═════ Task input ═════

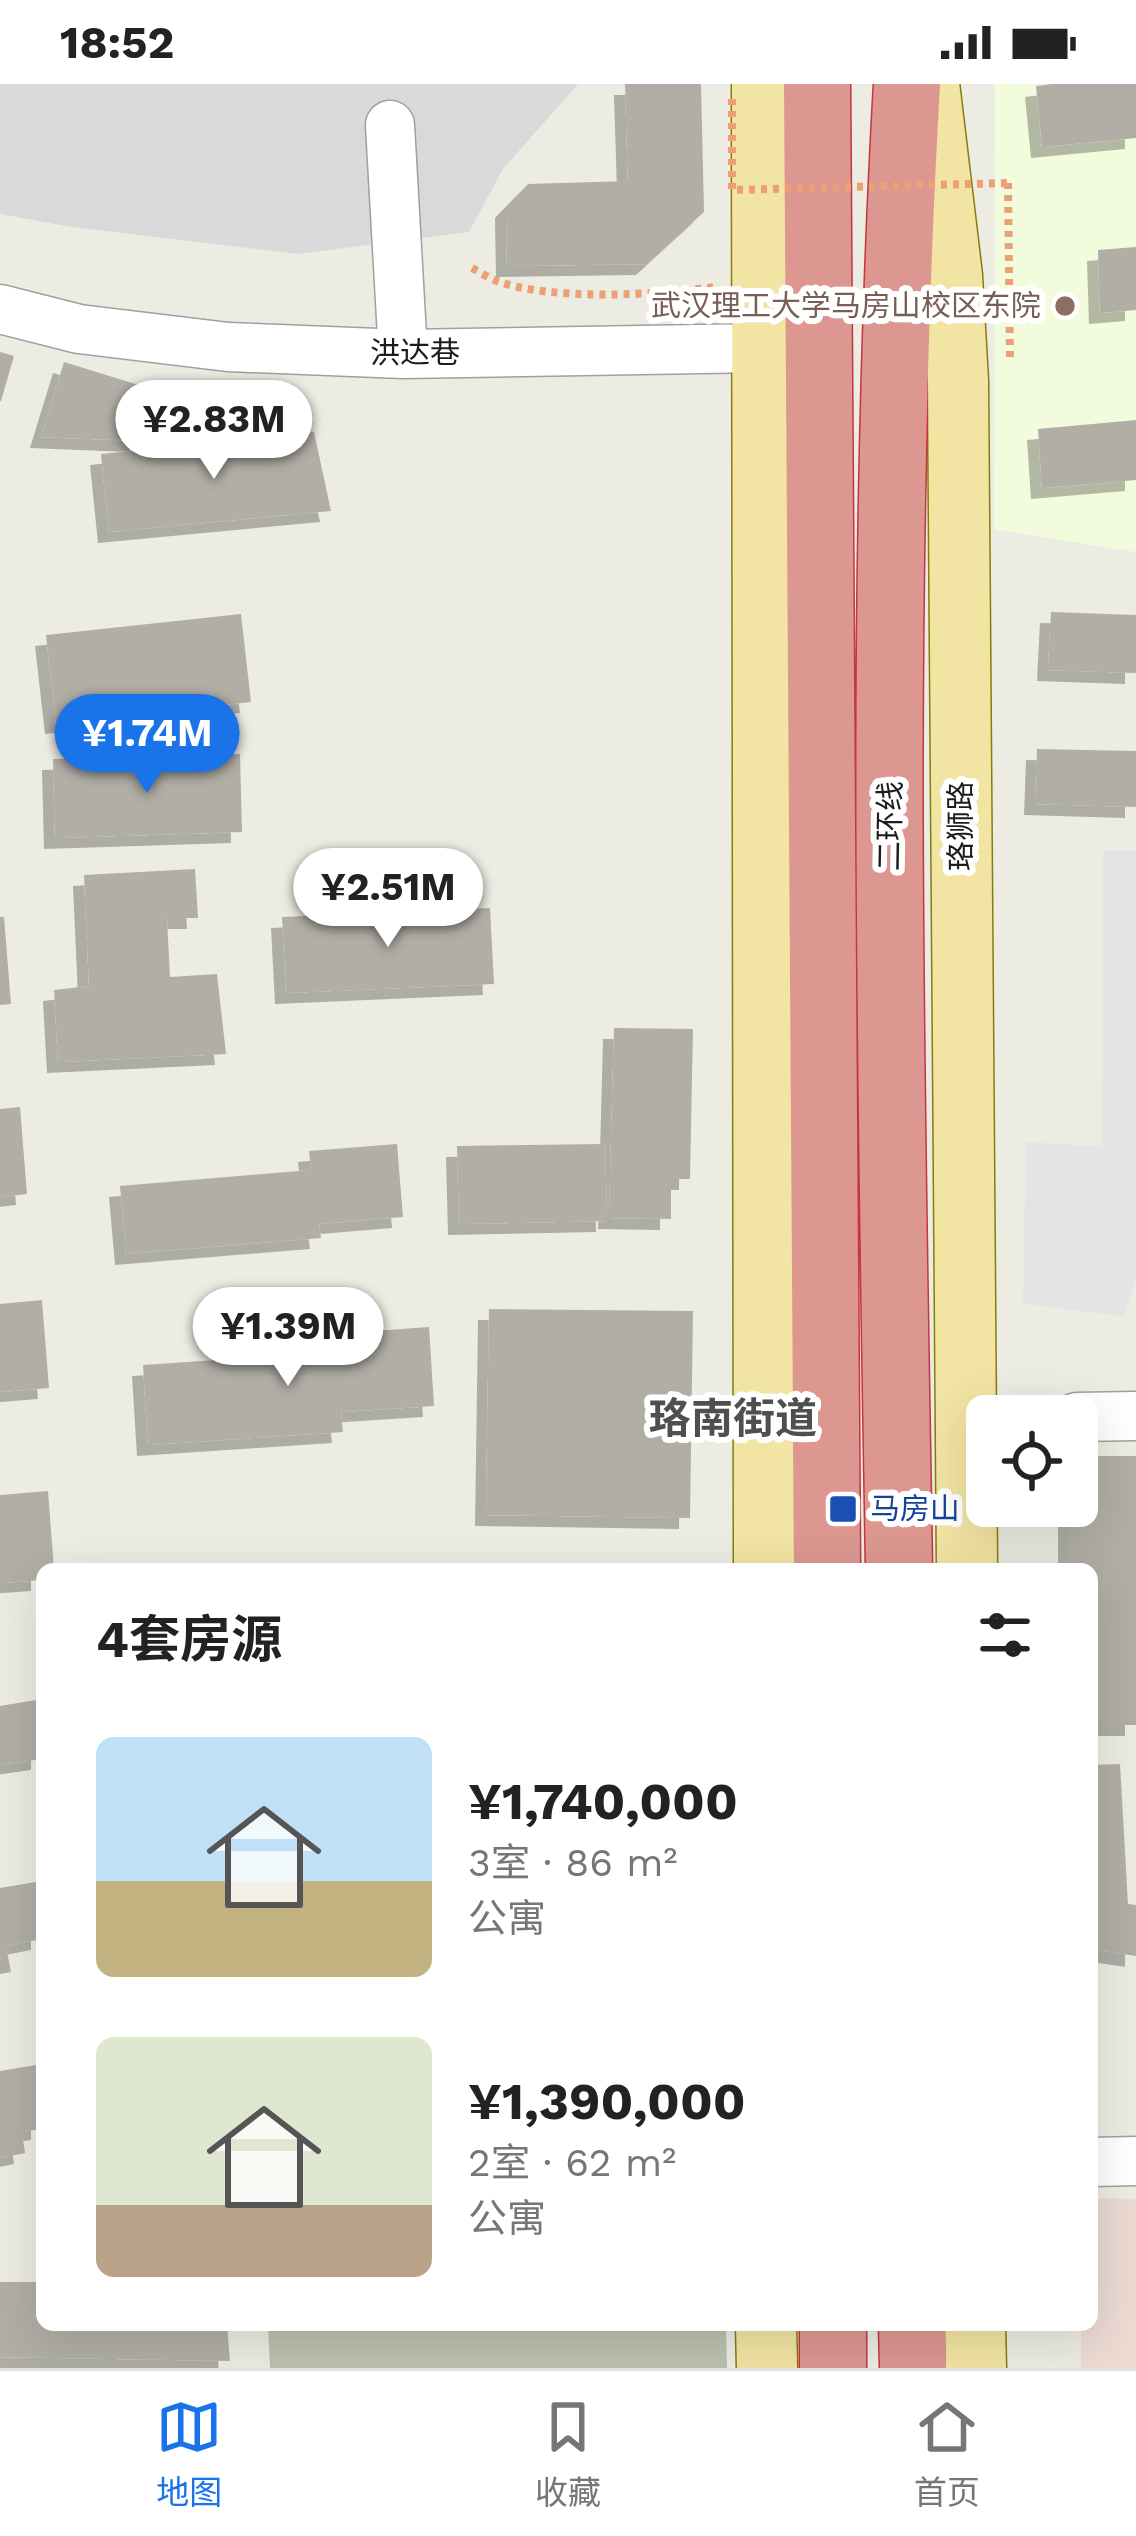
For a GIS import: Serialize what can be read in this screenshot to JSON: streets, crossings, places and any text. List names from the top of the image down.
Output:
{
  "streets": {
    "highway": ["二环线"],
    "main road": ["珞狮路"],
    "street": ["洪达巷"]
  },
  "districts": ["珞南街道"],
  "places": {
    "other": ["武汉理工大学马房山校区东院"],
    "transit": ["马房山"]
  },
  "page": {
    "status": "18:52",
    "price": [
      "¥2.83M",
      "¥1.74M",
      "¥2.51M",
      "¥1.39M"
    ],
    "heading": "4套房源",
    "list": [
      {
        "name": "¥1,740,000",
        "note": "3室 · 86 m² · 公寓"
      },
      {
        "name": "¥1,390,000",
        "note": "2室 · 62 m² · 公寓"
      }
    ],
    "tabs": ["地图", "收藏", "首页"]
  }
}
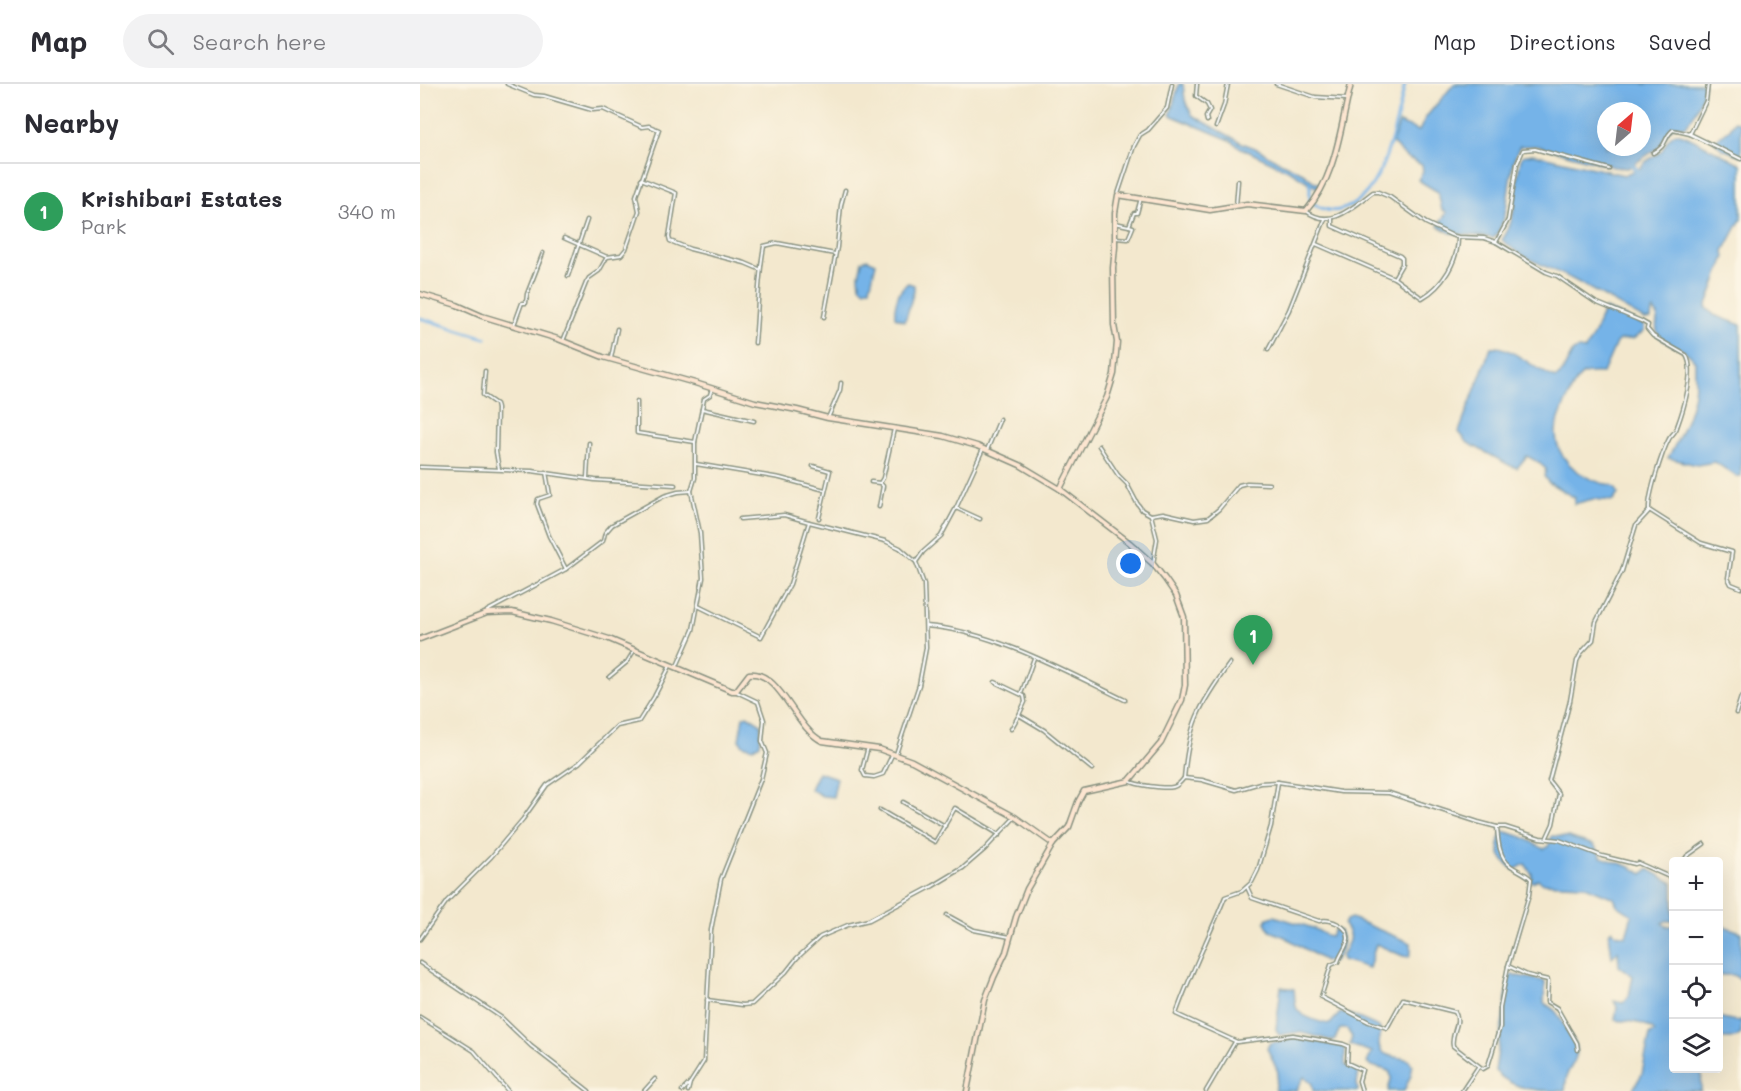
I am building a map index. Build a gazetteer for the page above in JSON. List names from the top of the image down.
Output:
{
  "north": "top right",
  "page": {
    "header": "Map",
    "search": "Search here",
    "nav": ["Map", "Directions", "Saved"],
    "heading": "Nearby",
    "list": [
      {
        "mark": "1",
        "name": "Krishibari Estates",
        "note": "Park",
        "value": "340 m"
      }
    ],
    "pins": "1",
    "map_buttons": ["+", "−"]
  }
}
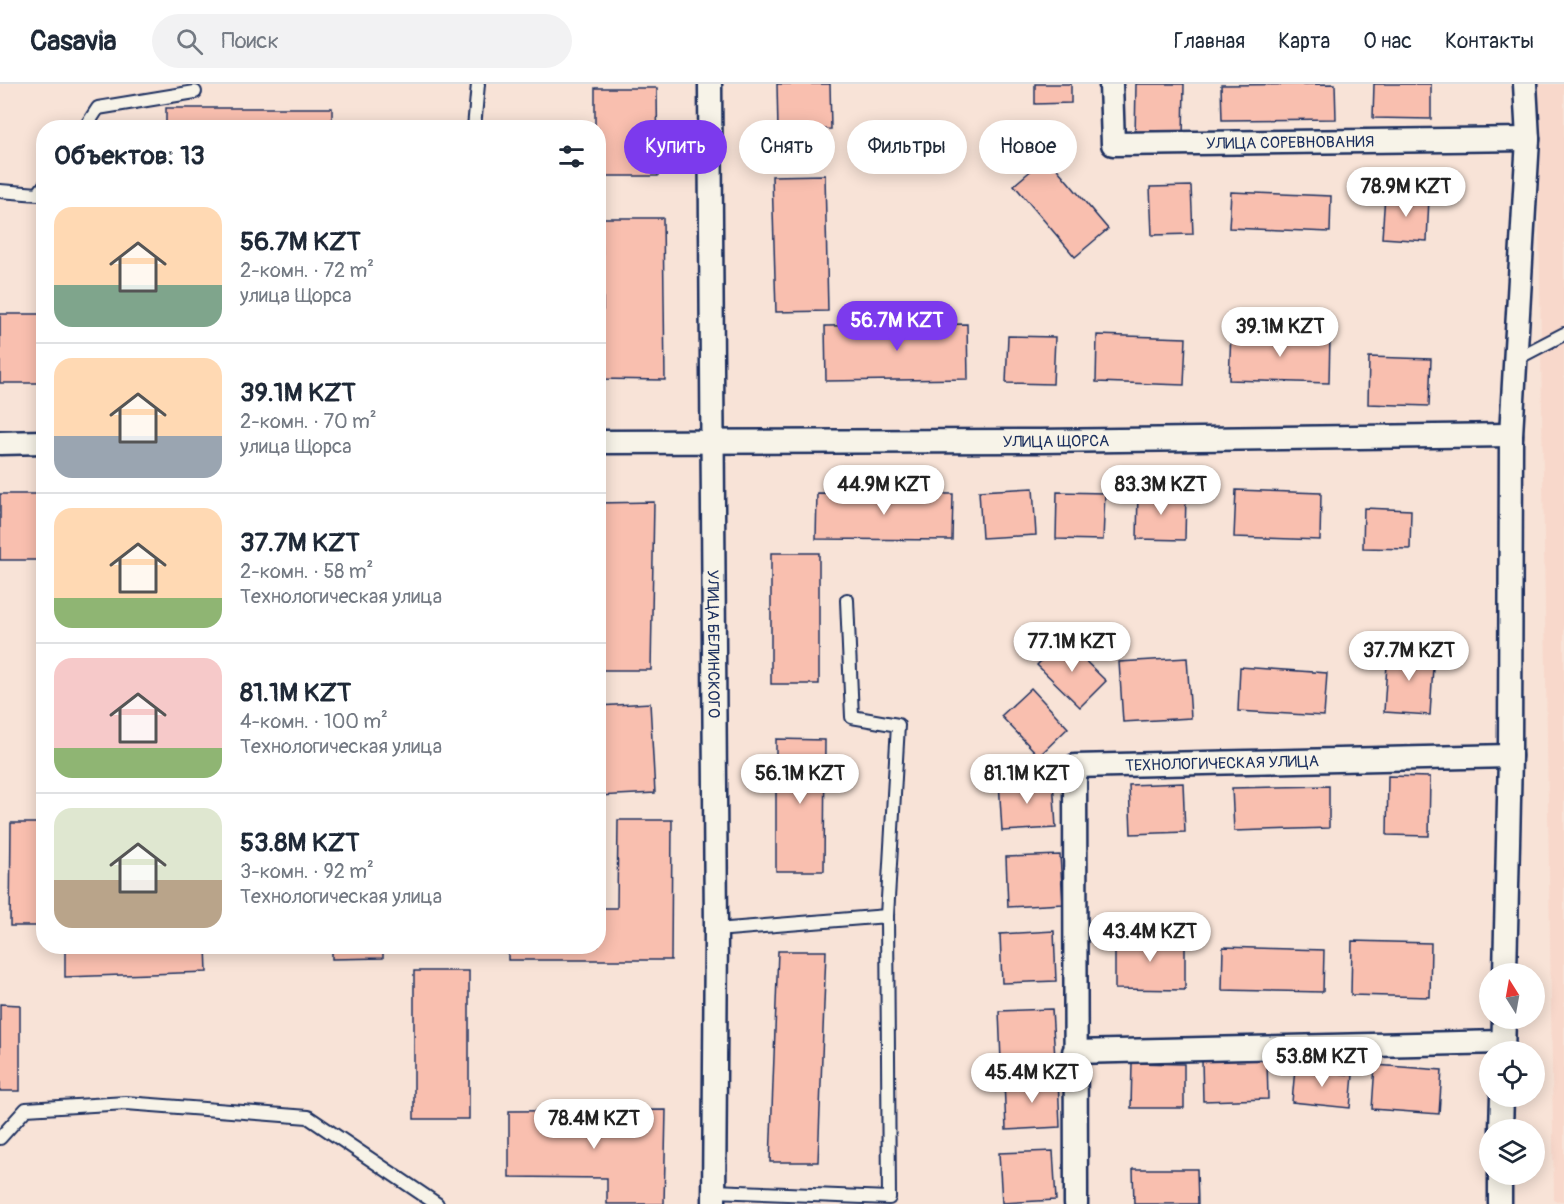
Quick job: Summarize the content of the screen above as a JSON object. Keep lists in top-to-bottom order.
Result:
{
  "streets": {
    "street": [
      "УЛИЦА СОРЕВНОВАНИЯ",
      "УЛИЦА ЩОРСА",
      "УЛИЦА БЕЛИНСКОГО",
      "ТЕХНОЛОГИЧЕСКАЯ УЛИЦА"
    ]
  },
  "crossings": [
    ["УЛИЦА ЩОРСА", "УЛИЦА БЕЛИНСКОГО"]
  ],
  "north": "top",
  "page": {
    "header": "Casavia",
    "search": "Поиск",
    "nav": [
      "Главная",
      "Карта",
      "О нас",
      "Контакты"
    ],
    "chip": [
      "Купить",
      "Снять",
      "Фильтры",
      "Новое"
    ],
    "heading": "Объектов: 13",
    "price": [
      "78.9M KZT",
      "56.7M KZT",
      "39.1M KZT",
      "44.9M KZT",
      "83.3M KZT",
      "77.1M KZT",
      "37.7M KZT",
      "56.1M KZT",
      "81.1M KZT",
      "43.4M KZT",
      "53.8M KZT",
      "45.4M KZT",
      "78.4M KZT"
    ],
    "list": [
      {
        "name": "56.7M KZT",
        "note": "2-комн. · 72 m² · улица Щорса"
      },
      {
        "name": "39.1M KZT",
        "note": "2-комн. · 70 m² · улица Щорса"
      },
      {
        "name": "37.7M KZT",
        "note": "2-комн. · 58 m² · Технологическая улица"
      },
      {
        "name": "81.1M KZT",
        "note": "4-комн. · 100 m² · Технологическая улица"
      },
      {
        "name": "53.8M KZT",
        "note": "3-комн. · 92 m² · Технологическая улица"
      }
    ]
  }
}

═════

**Task prompt:** Once you have returned the line containing "I am building", stop; begin at the first line of the material, keep each line exact, and skip the pictures.

**Response:**
For a GIS import: Serialize what can be read in this screenshot to JSON: streets, crossings, places and any text. List names from the top of the image down.
Output:
{
  "streets": {
    "highway": ["二环线"],
    "main road": ["珞狮路"],
    "street": ["洪达巷"]
  },
  "districts": ["珞南街道"],
  "places": {
    "other": ["武汉理工大学马房山校区东院"],
    "transit": ["马房山"]
  },
  "page": {
    "status": "18:52",
    "price": [
      "¥2.83M",
      "¥1.74M",
      "¥2.51M",
      "¥1.39M"
    ],
    "heading": "4套房源",
    "list": [
      {
        "name": "¥1,740,000",
        "note": "3室 · 86 m² · 公寓"
      },
      {
        "name": "¥1,390,000",
        "note": "2室 · 62 m² · 公寓"
      }
    ],
    "tabs": ["地图", "收藏", "首页"]
  }
}
I am building a map index. Build a gazetteer for the page above in JSON. List names from the top of the image down.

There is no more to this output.